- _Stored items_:
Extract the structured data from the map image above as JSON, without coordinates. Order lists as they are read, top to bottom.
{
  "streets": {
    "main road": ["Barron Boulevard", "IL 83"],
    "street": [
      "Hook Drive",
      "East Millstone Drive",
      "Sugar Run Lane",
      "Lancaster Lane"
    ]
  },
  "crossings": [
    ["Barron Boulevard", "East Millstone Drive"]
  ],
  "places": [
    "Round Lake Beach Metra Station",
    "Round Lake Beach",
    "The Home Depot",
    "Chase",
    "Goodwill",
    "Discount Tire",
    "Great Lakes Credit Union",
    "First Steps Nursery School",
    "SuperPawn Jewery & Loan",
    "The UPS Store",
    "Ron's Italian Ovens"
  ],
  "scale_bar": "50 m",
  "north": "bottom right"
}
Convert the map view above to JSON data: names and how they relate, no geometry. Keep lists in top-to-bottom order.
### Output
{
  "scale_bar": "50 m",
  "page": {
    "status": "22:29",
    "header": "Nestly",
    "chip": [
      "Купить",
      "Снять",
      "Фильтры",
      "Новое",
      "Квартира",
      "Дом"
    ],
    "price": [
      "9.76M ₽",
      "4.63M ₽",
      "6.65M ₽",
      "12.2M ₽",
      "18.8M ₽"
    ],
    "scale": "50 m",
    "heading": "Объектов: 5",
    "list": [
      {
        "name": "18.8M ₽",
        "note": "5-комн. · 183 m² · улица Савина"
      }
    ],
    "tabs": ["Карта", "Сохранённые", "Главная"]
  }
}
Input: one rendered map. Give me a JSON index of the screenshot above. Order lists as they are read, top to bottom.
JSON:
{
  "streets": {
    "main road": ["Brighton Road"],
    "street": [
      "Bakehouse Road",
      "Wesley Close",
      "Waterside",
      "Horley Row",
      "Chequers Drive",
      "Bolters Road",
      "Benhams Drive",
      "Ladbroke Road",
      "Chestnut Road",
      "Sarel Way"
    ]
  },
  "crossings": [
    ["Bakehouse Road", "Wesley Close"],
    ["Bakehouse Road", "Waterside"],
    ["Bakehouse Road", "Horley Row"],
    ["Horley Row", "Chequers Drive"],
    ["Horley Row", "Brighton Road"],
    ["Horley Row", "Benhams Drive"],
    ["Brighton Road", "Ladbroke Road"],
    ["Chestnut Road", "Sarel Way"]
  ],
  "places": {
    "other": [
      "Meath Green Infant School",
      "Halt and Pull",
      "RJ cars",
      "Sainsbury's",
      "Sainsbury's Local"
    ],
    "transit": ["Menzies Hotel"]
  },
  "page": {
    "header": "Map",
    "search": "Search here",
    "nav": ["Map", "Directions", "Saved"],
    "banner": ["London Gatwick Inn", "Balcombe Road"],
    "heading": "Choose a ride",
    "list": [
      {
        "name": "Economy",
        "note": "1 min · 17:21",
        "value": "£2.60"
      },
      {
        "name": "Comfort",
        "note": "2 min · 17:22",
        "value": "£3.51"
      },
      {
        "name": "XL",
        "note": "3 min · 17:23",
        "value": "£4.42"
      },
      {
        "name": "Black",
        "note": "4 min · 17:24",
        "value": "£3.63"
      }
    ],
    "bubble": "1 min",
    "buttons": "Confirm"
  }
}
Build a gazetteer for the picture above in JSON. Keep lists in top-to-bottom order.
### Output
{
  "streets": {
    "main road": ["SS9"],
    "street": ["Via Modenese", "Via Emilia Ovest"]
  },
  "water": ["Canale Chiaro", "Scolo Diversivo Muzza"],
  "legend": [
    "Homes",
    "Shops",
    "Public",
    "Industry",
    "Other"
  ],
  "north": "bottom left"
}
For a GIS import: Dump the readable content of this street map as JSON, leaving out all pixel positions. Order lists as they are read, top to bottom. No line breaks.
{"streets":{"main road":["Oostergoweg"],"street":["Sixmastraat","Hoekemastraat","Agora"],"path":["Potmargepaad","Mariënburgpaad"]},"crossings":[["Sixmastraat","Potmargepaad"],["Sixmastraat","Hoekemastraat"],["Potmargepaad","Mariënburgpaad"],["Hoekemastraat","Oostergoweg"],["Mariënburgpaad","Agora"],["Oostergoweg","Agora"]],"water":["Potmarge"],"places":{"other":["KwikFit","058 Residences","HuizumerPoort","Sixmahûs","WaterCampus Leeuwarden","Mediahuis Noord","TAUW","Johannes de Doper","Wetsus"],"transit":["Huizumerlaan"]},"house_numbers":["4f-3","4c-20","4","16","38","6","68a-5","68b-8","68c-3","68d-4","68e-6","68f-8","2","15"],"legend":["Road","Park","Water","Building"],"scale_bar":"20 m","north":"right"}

- _What to do_: Exact duplication is required for the lines above, from the line that contains "Convert the map" to the line that contains "Input: one rendered", inclusive; omit all others.

- _Answer for the task_:
Convert the map view above to JSON data: names and how they relate, no geometry. Keep lists in top-to-bottom order.
### Output
{
  "scale_bar": "50 m",
  "page": {
    "status": "22:29",
    "header": "Nestly",
    "chip": [
      "Купить",
      "Снять",
      "Фильтры",
      "Новое",
      "Квартира",
      "Дом"
    ],
    "price": [
      "9.76M ₽",
      "4.63M ₽",
      "6.65M ₽",
      "12.2M ₽",
      "18.8M ₽"
    ],
    "scale": "50 m",
    "heading": "Объектов: 5",
    "list": [
      {
        "name": "18.8M ₽",
        "note": "5-комн. · 183 m² · улица Савина"
      }
    ],
    "tabs": ["Карта", "Сохранённые", "Главная"]
  }
}
Input: one rendered map. Give me a JSON index of the screenshot above. Order lists as they are read, top to bottom.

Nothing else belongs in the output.